For the better part of 40 years I lived in Northern Virginia until retirement brought me to Florida.
I love my new home and all the friends I have made over the years in Florida but my heart still misses all that is in Virginia.
What I miss most is my beautiful family. I still have two daughters living in the area, two wonderful grandchildren and many, many friends.
I also miss the beauty of Northern Virginia and all the places that I could travel to within the state that brought me such pleasure and filled my eyes with such beauty.
Living in Northern Virginia afforded me a unique opportunity to live near the nation’s capitol.

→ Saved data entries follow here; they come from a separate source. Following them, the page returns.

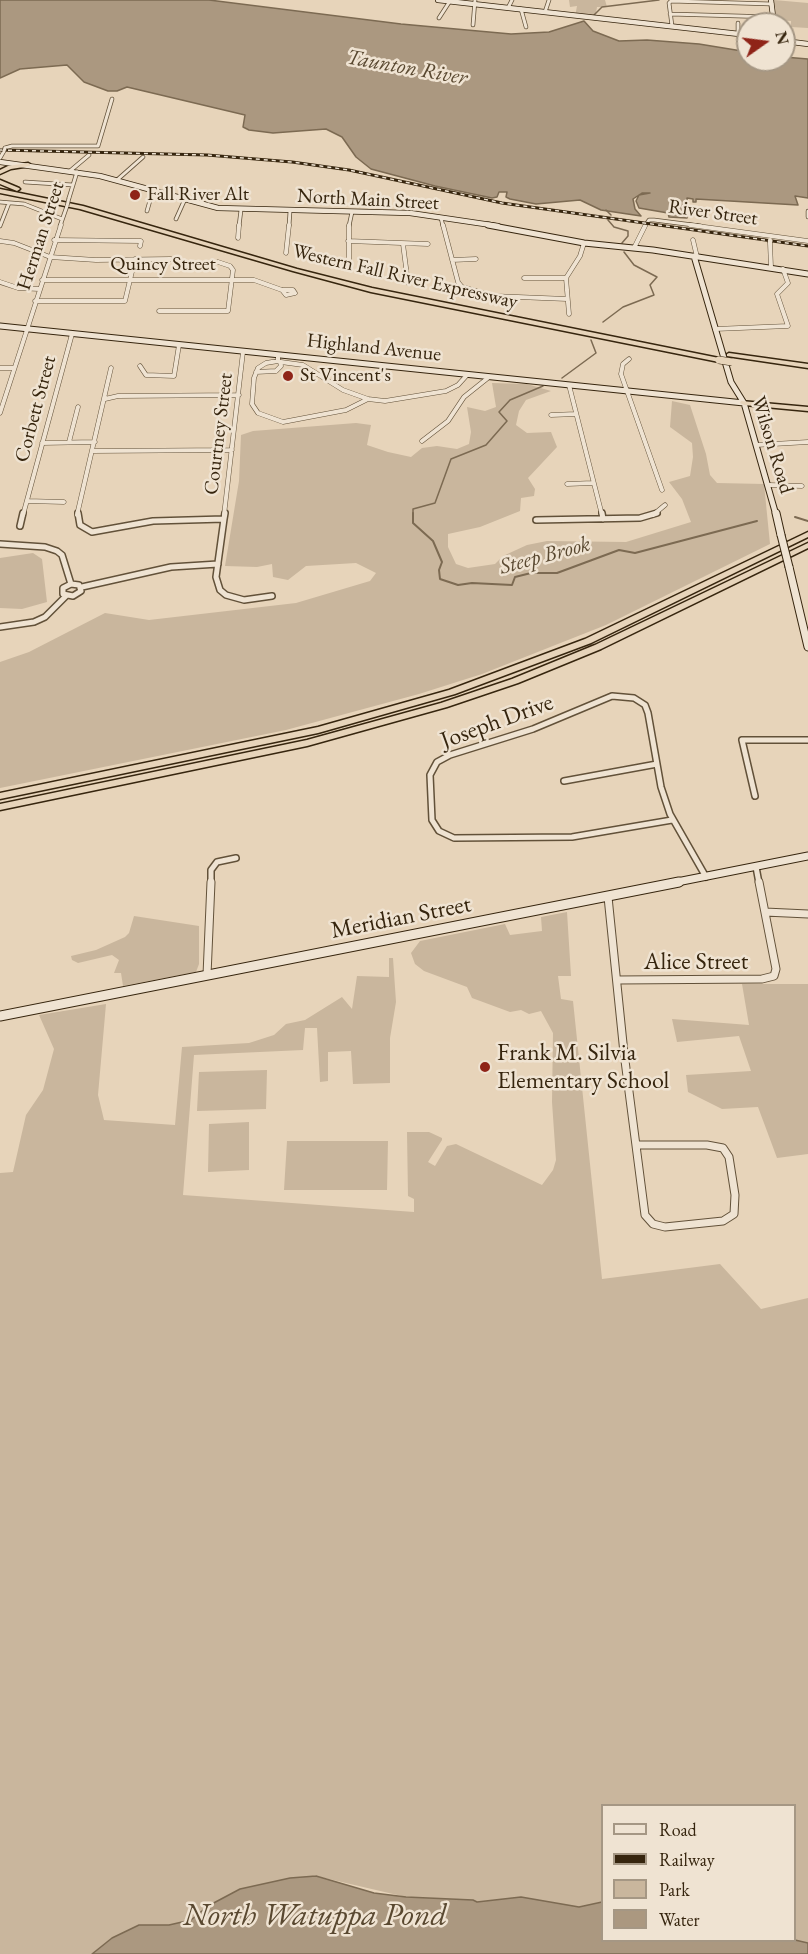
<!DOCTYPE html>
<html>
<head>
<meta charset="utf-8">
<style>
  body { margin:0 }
  #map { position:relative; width:808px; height:1954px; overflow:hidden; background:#e7d4ba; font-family:"EB Garamond",serif }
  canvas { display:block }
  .legend { position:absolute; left:601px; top:1804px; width:195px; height:138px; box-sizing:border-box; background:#efe3d2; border:2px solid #a59784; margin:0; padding:8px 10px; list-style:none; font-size:18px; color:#36250e }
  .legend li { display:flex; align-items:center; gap:12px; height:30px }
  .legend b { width:30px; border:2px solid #a59784 }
  .north { position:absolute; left:736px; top:12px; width:60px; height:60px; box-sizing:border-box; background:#efe3d2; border:2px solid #a59784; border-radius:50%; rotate:76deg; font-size:16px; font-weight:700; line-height:24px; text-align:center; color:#36250e }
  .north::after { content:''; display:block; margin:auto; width:21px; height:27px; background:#8f2418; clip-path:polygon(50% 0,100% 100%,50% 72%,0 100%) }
</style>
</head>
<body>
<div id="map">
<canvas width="808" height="1954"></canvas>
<ul class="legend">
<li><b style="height:8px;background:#efe3d2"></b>Road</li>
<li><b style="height:8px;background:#36250e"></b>Railway</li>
<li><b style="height:16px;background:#c9b69d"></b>Park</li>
<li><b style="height:16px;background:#ab9880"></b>Water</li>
</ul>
<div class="north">N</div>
</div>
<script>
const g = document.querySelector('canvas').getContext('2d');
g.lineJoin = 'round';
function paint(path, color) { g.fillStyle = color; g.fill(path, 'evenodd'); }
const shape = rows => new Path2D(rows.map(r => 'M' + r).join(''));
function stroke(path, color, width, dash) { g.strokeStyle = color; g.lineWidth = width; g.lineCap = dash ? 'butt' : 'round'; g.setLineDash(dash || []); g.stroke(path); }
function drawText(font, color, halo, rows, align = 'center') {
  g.font = font + ' "EB Garamond",serif'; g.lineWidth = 5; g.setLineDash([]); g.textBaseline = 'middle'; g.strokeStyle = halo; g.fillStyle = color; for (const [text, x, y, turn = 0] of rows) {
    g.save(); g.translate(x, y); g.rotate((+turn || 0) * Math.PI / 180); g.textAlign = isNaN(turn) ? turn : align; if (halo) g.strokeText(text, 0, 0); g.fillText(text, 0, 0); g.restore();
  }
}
const green = shape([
  [569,0,605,0,607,7,597,7,595,18,575,17,577,6,570,7],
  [774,0,808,3,808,28,791,27,791,21,777,20],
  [492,383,527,384,551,391,526,400,519,411,516,425,527,433,551,432,557,447,528,478,535,489,534,496,521,498,520,511,480,527,448,534,448,547,456,564,468,568,495,564,503,556,527,545,547,541,626,542,691,522,682,499,669,482,690,476,693,457,692,443,670,427,672,401,690,405,706,454,710,475,717,483,764,484,770,544,606,625,482,674,419,694,286,730,0,788,0,662,29,652,105,613,149,620,296,603,370,581,376,573,356,563,306,566,288,580,273,577,272,564,257,567,225,566,239,481,241,435,253,431,356,423,371,425,367,445,388,452,411,457,422,448,437,446,457,449,469,444,471,432,467,407,485,411,496,407],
  [33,553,42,559,47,602,22,609,0,608,0,558],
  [567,912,571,976,558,976,561,999,573,1001,602,1279,720,1264,761,1309,808,1298,808,1943,795,1940,794,1806,602,1806,602,1902,579,1907,521,1897,477,1902,473,1900,406,1897,316,1876,290,1878,240,1889,191,1920,169,1925,139,1925,112,1938,92,1954,0,1954,0,1173,13,1172,26,1115,43,1090,54,1049,39,1015,106,1004,98,1095,104,1120,175,1125,182,1047,249,1043,274,1035,286,1024,305,1020,342,997,352,1009,357,976,389,977,389,958,393,958,396,1002,390,1038,390,1083,353,1084,351,1051,328,1052,328,1081,320,1082,317,1028,305,1028,303,1050,194,1055,183,1195,414,1212,414,1199,408,1196,407,1132,429,1132,442,1138,442,1140,428,1162,435,1166,447,1146,456,1144,542,1185,553,1170,556,1160,552,1102,553,1033,541,1011,529,1014,521,1010,510,1012,472,998,467,987,424,971,415,964,411,953,420,941,505,924,510,935,542,931,541,917],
  [134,916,199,926,199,964,196,972,123,986,121,973,114,973,119,960,112,955,78,963,72,960,71,956,96,950,125,937,129,933],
  [742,984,808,984,808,1154,777,1158,758,1107,722,1109,688,1092,686,1075,751,1071,739,1036,677,1042,672,1019,749,1025],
  [267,1070,266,1109,197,1111,199,1072],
  [249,1122,249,1170,208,1172,209,1124],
  [287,1141,388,1141,387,1190,284,1190]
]);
const water = shape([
  [0,0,209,0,401,24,511,34,549,32,584,21,593,31,619,41,647,40,699,44,748,52,748,60,784,60,784,57,808,59,808,198,795,196,798,205,696,199,696,202,693,202,693,199,687,198,687,218,669,217,668,213,639,208,636,201,639,195,650,193,642,193,633,199,635,209,641,216,601,210,580,200,536,204,510,199,506,197,507,192,499,192,497,197,492,198,435,186,371,169,356,157,342,137,326,129,273,133,249,130,243,127,245,115,127,87,117,91,108,91,84,82,67,65,20,69,0,78,0,0],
  [316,1876,374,1893,406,1897,473,1900,477,1902,521,1897,579,1907,602,1902,602,1940,795,1940,808,1943,808,1954,92,1954,112,1938,139,1925,169,1925,191,1920,208,1906,240,1889,290,1878,316,1876]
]);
const streamFar1 = shape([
  [594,15,602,7,659,0],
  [606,210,611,215],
  [608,220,614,227,628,231,628,236,622,243],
  [603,322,623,307,654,295,650,285,657,277,634,265,624,252],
  [562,378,596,353,591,340],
  [413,515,413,509,435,503,451,459,486,445,507,421,499,412,510,400,543,386]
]);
const stream = shape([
  [413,513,413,523,433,541,442,562,439,570,440,579,458,585,472,583,512,585,515,577,531,573,557,573,619,550,635,553,757,521],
  [795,517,808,521]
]);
const streetFar3 = shape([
  [508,8,512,0],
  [521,9,526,27],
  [545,12,549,0],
  [670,14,773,17],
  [439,18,450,1],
  [738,23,738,33],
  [473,25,475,0],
  [672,26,669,3,671,1,772,4],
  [5,148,12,146,98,146,112,99],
  [0,158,4,151],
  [70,171,89,155],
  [117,180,143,157],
  [25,182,73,185],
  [69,198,77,172],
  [0,202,24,204,62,219],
  [147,211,153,190],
  [808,211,808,217],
  [441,218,443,226],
  [176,219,185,199],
  [647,223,649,220,654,220,701,226],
  [0,226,9,203],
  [60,226,67,206],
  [239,226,241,210],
  [289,226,290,211],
  [349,226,352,212]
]);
const streetFar2 = shape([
  [349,225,349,267],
  [443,225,458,282,462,287,493,296,567,299],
  [690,225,808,241],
  [238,238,239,225],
  [54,240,141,241,140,246],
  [693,240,697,257],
  [0,241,14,243,50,257,96,260,171,259],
  [348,241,428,244],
  [770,243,771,267],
  [403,244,408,283],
  [634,248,645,226],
  [286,253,289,225],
  [452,260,476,259],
  [524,278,566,278],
  [42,280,254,280,282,290],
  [0,282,18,288,39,289],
  [282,290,293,290,295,293,286,295,282,290],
  [35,301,125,301,135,259],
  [159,311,228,311,233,270,230,266,218,262],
  [569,314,566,278,580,256,584,243],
  [715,329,788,326,777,294,788,283,783,269],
  [278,355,278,361,266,363,258,368,254,378,252,404,258,413,283,422,346,410,368,399,385,401,446,391,458,385,467,375],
  [629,359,623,364,621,374,662,490],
  [281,362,303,365,343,390,368,399],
  [140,366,146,375,174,376,179,345],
  [0,368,13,368],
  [256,372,276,371,281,366,280,362],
  [569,385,602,515],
  [105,399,118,396,239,395],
  [0,413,61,225],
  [551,415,576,414],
  [422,441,448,421,464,397,489,377],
  [69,442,78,407],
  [42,443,95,442],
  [756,445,808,442],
  [92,451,232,450],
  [567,484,593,483],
  [769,485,802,486],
  [27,501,64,502],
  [23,515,72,334],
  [77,515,111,368],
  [224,515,243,352],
  [653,515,665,505]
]);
const streetFar1 = shape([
  [78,513,80,525,92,532,153,521,224,519,225,513],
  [602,513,603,519],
  [224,519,216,577,220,590,226,595,244,600,272,596],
  [536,520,640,518,657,513],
  [20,526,23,513],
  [0,544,45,547,57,551,62,555,71,584],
  [71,584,79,585,81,591,73,596,63,594,63,588,71,584],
  [82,587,171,567,218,564],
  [0,627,34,622,45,617,67,595],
  [564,781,657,764],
  [755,796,742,740,808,740],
  [672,820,572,837,454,838,439,831,432,820,430,775,437,762,450,755,533,729,612,696,634,698,645,705,648,713,661,787,670,814,706,877],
  [756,867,759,883],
  [211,883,211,870,217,862,236,858]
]);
const street = shape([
  [608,897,624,1053,645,1215,653,1224,665,1227,723,1221,734,1214,735,1195,729,1157,723,1148,707,1145,637,1145],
  [765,912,808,914],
  [207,975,211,882],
  [617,980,762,979,774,976,776,969,759,882]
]);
const secondaryFar3 = shape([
  [438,0,748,35],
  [771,0,774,24],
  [784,41,808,44],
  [0,162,100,176,218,208,410,213,498,226]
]);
const secondaryFar2 = shape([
  [488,225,584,243,653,250,808,274],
  [694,256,731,382,744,403,776,515],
  [0,326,744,403]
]);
const secondaryFar1 = shape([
  [776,513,781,535],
  [789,567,808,647],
  [672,883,808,856]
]);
const secondary = shape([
  [0,1016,679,882]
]);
const highway = shape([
  [28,163,30,164,30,166,11,169,0,174,0,170,8,166,28,163],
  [0,180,19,188,20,189,17,191,0,184,0,180],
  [0,189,83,206,297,269,372,288,719,358,722,360,719,362,371,292,293,271,80,209,0,193,0,189],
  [729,353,808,364,808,368,727,356,727,354,729,353],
  [741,401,808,407,808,411,744,405,740,403,741,401],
  [808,532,808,537,591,643,455,694,318,733,0,799,0,793,318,727,449,690,585,639,808,532],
  [808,543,808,548,601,649,518,683,447,707,307,746,0,810,0,804,307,740,441,703,512,679,595,645,808,543]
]);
const rail = shape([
  [0,150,207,155,292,162,349,170,502,203,808,246]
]);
const streetBridgeFar1 = shape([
  [4,151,5,148],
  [67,206,69,198]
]);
const streetBridge = shape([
  [770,240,770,243]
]);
const secondaryBridge = shape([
  [781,535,789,567]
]);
const highwayBridge = shape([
  [719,360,732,362]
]);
const markers = [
  [135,195,6,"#8f2418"],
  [288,376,6,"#8f2418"],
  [485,1067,6,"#8f2418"]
];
const farPoinames = [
  ["Fall River Alt",147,195],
  ["St Vincent's",300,376]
];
const farStreetnames = [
  ["North Main Street",368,200,3],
  ["River Street",713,213,8],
  ["Herman Street",41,236,-72],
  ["Quincy Street",163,265],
  ["Western Fall River Expressway",405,277,13],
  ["Highland Avenue",374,348,6],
  ["Corbett Street",36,409,-75],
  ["Courtney Street",219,434,-83],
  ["Wilson Road",772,445,73]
];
const farWaternames = [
  ["Taunton River",407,68,10],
  ["Steep Brook",545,556,-15]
];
const streetNames = [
  ["Joseph Drive",497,722,-20],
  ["Meridian Street",401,918,-11],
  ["Alice Street",696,962]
];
const poiNames = [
  ["Frank M. Silvia",497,1053],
  ["Elementary School",497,1081]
];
const nearWaternames = [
  ["North Watuppa Pond",315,1916]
];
paint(green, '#c9b69d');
paint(water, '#ab9880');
stroke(water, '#7c6a52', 1.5);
stroke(streamFar1, '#7c6a52', 1.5);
stroke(stream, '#7c6a52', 2);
stroke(streetFar3, '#625139', 4.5);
stroke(streetFar2, '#625139', 5);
stroke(streetFar1, '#625139', 8);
stroke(street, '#625139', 9);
stroke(secondaryFar3, '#36250e', 6);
stroke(secondaryFar2, '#36250e', 7);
stroke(secondaryFar1, '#36250e', 9);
stroke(secondary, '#36250e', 11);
stroke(highway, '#36250e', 3);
stroke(streetFar3, '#efe3d2', 3);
stroke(streetFar2, '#efe3d2', 4);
stroke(streetFar1, '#efe3d2', 5);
stroke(street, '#efe3d2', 7);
stroke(secondaryFar3, '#efe3d2', 4.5);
stroke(secondaryFar2, '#efe3d2', 5);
stroke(secondaryFar1, '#efe3d2', 7);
stroke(secondary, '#efe3d2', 9);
paint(highway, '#e7d4ba');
stroke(rail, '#36250e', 3);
stroke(rail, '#efe3d2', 1.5, [4]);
stroke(streetBridgeFar1, '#625139', 4.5, []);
stroke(streetBridge, '#625139', 5, []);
stroke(secondaryBridge, '#36250e', 9, []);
stroke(highwayBridge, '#36250e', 8, []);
stroke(streetBridgeFar1, '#efe3d2', 3);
stroke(streetBridge, '#efe3d2', 4);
stroke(secondaryBridge, '#efe3d2', 7);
stroke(highwayBridge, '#e7d4ba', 7);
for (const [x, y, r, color] of markers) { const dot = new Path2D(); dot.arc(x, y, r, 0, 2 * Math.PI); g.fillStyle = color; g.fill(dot); stroke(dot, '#efe3d2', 2); }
drawText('20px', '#36250e', '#efe3d2', farPoinames, 'left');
drawText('20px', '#36250e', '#efe3d2', farStreetnames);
drawText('italic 22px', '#594830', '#efe3d2', farWaternames);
drawText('24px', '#36250e', '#efe3d2', streetNames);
drawText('24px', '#36250e', '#efe3d2', poiNames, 'left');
drawText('italic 32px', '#594830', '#efe3d2', nearWaternames);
</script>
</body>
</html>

I loved the museums, the theaters, places of interest and just being that close to the seat of government for my beloved country. My favorite museum is the Freer Gallery of Art. And, oh, walking the tidal basin when the Cherry Blossoms were in bloom; just breathtaking.
Right after we retired, Randy and I went on a 12,488 mile motorcycle trip around the country that was just wonderful. But, when we finally arrived back in Virginia, I was filled with such peace and happiness.
Virginia is where I found love, had three wonderful children, bought the first house I had ever lived in, watched my children grow into beautiful adults, saw two of my grandchildren born, had a great job working with children in a local elementary school and forged many wonderful friendships.
I grew up in a big city filled with concrete, buildings infested with bugs and rats, gang wars and not much hope of making much of my life. As soon as I graduated from high school I packed all my belongings in a cardboard box, boarded a Greyhound bus and bought a ticket to the District of Columbia.
There I spent some time with a girl from my hometown that had gotten a job on Capitol Hill. I lived there for a time while looking for a job. After I found a job I moved to a small but nice apartment in Virginia. I knew from that moment I would stay there.
I fell in love with the trees, the flowers, and the birds of this beautiful state. The Dogwoods of Virginia remain my very favorite tree. I watched with fascination every spring through my kitchen window when the Cardinals would return and take up residence in my backyard trees. Oh, yes, there are many birds that come to Virginia but the Cardinal will always be my favorite.
Some of my favorite places to visit were Shenandoah National Park, the Blue Ridge Mountains and Colonial Williamsburg. I loved the days Randy and I would hop on the motorcycle and ride through the mountains especially in the spring. We would ride along roads filled with S-shaped curves and as we got higher and higher stopping periodically and looking at the beautiful valley below. The mountains were filled with hickory trees, oak trees, mountain laurel, daises, rhododendrons and so much more. Once in a while we would pass a section of road where the rocks glistened with traces of small water falls from the snows melting high above signaling the beginning of a spring.
We would make our way up to one of our favorite spots called Hawksbill Summit in Shenandoah National Park, park the bike and walk a fairly strenuous path until the wooded, cool trail opened revealing a view I have forever imprinted on my heart. We would sit on the edge of the rocks looking down on the mountain sides covered in trees and be mesmerized watching hawks gliding effortlessly above the valley. The tree, mountain, valley view all took a back seat to the hawks that would catch thermals taking them higher and higher into the blue sky above. They were so beautiful. As they flew around I imagined myself as a hawk and felt such freedom; a sense of freedom that had eluded me all through my childhood.
We both love this place so much that when it came time to decide where we would spend our eternity we made the decision to have our ashes dispersed on Hawksbill Summit. Perhaps I will finally have the same wonderful feeling of freedom the hawks had as they glided around the summit.